= Instructions to follow =
In the records below, find every line that contains "Boulevard" and list it.

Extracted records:

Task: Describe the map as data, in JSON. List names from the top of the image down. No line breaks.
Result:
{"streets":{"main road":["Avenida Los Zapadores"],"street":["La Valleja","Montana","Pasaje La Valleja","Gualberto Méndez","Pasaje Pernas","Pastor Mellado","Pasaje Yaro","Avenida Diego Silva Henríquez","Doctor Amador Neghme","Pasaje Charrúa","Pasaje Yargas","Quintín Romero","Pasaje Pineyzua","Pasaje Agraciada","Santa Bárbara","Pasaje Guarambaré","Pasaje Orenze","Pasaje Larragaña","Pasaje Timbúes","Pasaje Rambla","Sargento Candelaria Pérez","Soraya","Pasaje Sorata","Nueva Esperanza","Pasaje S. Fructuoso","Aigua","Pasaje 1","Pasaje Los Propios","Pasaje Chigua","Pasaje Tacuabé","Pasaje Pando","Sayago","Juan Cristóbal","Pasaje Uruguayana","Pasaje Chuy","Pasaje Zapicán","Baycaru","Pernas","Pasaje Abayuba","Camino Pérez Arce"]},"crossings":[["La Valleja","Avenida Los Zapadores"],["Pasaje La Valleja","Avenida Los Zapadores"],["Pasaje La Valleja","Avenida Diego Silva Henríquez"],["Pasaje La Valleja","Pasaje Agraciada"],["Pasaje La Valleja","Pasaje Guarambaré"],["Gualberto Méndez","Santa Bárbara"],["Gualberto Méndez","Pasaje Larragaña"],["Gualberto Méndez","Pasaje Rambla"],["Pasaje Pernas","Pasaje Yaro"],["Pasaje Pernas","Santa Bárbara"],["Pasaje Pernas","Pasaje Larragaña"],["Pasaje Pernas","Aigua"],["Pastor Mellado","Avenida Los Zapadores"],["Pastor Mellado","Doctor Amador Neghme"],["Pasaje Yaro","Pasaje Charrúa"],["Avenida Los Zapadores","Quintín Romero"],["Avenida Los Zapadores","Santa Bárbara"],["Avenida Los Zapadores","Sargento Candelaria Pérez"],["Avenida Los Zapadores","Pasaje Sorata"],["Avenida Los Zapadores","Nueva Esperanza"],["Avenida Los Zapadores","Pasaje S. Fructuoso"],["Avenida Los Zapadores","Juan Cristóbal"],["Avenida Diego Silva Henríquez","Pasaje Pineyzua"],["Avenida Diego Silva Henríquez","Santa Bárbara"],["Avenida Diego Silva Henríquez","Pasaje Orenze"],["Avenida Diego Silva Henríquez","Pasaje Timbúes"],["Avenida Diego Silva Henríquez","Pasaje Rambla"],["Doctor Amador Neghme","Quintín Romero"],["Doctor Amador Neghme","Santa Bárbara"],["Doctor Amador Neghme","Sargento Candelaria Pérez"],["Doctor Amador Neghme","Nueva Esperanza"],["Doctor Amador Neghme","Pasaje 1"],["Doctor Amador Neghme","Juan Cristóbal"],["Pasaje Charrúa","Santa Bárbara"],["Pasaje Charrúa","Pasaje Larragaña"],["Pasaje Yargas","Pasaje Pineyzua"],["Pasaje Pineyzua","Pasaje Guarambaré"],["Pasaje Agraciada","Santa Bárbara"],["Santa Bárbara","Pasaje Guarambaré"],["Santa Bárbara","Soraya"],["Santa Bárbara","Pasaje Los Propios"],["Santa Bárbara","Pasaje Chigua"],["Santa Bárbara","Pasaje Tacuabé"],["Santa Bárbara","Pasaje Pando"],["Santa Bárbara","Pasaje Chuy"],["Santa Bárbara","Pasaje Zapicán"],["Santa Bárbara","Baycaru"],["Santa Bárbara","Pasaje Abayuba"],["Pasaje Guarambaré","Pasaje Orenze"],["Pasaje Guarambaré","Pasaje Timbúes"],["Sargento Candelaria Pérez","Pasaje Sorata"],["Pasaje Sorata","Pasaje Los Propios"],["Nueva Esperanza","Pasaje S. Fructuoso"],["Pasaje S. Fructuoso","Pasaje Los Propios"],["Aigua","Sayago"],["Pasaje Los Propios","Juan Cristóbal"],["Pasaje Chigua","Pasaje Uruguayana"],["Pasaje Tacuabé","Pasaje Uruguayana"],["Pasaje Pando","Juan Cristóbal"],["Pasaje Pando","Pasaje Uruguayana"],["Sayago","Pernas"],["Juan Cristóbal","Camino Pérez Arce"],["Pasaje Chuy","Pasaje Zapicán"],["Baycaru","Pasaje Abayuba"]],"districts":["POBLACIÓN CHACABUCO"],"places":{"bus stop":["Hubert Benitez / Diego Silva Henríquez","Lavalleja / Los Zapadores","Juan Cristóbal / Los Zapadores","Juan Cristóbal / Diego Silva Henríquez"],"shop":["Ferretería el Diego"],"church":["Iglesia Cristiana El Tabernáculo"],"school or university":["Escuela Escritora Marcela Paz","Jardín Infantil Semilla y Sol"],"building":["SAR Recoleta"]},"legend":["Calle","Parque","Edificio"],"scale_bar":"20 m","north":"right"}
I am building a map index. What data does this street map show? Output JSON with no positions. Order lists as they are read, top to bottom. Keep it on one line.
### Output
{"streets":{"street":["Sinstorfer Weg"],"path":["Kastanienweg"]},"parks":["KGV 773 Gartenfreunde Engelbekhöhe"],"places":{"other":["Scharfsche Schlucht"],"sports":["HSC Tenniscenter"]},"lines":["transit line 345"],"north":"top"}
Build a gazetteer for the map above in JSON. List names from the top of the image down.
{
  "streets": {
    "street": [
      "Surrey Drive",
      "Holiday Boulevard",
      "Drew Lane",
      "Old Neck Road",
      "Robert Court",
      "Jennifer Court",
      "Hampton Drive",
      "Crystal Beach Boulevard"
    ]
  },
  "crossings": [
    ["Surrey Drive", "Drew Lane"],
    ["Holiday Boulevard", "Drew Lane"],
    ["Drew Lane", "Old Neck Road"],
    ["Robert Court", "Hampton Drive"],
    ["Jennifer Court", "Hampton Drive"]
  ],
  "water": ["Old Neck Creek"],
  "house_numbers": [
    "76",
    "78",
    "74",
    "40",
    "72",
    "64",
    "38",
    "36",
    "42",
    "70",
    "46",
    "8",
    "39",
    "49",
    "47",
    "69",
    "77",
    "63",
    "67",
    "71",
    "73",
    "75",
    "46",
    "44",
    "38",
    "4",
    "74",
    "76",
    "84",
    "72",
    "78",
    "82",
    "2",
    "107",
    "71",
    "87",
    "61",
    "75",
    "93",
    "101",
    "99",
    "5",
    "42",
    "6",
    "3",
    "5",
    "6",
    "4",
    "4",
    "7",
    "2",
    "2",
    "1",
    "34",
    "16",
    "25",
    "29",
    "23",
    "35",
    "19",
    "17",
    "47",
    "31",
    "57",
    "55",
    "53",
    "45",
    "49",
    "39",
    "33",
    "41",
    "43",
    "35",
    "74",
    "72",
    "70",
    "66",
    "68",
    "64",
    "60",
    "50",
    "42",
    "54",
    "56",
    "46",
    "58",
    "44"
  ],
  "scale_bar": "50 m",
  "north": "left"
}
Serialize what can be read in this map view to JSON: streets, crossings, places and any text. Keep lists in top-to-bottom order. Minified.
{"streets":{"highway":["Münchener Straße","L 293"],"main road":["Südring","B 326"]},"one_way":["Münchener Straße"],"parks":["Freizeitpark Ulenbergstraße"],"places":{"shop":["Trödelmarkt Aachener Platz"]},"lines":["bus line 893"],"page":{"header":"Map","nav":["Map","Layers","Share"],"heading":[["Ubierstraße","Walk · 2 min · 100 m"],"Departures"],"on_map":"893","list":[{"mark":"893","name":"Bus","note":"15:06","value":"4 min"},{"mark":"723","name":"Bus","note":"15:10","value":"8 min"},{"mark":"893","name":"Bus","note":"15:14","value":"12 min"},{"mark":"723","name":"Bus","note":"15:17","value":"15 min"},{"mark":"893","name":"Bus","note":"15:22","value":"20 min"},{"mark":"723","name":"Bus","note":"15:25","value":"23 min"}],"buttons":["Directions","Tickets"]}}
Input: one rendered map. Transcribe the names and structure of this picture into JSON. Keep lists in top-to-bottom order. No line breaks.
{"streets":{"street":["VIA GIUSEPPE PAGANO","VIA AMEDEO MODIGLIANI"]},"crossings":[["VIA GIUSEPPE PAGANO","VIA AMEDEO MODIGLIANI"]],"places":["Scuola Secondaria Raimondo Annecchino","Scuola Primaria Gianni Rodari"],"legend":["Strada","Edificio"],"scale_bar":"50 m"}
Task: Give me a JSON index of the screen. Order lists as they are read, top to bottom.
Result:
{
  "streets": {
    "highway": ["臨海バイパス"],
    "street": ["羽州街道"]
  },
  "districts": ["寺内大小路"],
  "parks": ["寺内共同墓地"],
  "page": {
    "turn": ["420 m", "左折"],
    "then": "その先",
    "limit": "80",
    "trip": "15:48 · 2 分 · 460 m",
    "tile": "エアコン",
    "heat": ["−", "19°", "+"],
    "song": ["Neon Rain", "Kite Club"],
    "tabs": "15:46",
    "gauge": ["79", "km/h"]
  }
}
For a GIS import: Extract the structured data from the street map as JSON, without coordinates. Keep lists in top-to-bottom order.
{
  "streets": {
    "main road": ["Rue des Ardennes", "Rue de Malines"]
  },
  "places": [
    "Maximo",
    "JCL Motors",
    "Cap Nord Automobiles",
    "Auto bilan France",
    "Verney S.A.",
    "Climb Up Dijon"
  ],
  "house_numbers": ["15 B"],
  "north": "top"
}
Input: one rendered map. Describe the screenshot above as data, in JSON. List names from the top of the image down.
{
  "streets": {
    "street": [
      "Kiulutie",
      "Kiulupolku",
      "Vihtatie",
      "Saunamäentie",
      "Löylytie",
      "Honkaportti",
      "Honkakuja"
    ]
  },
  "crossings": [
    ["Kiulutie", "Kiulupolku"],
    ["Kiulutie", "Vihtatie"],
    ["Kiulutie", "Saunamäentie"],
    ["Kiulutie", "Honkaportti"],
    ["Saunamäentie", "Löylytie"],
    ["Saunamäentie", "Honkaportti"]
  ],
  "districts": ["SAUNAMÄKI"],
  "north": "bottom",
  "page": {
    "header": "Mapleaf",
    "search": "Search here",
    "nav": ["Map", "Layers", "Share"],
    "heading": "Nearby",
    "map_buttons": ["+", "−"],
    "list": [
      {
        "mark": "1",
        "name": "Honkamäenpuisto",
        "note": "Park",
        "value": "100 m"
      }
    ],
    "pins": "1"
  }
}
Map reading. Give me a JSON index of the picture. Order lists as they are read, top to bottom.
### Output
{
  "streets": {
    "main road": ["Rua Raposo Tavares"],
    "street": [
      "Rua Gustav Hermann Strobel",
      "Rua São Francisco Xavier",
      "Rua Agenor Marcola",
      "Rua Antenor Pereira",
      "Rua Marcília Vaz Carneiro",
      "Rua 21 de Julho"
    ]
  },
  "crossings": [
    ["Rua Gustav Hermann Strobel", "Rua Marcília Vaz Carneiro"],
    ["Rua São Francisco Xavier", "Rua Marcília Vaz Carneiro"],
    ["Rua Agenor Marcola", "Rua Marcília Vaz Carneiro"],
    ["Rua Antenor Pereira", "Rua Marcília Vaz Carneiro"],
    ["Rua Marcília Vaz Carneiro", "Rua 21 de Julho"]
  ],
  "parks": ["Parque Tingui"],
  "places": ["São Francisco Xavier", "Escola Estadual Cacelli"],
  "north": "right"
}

= Result =
      "Holiday Boulevard",
      "Crystal Beach Boulevard"
    ["Holiday Boulevard", "Drew Lane"],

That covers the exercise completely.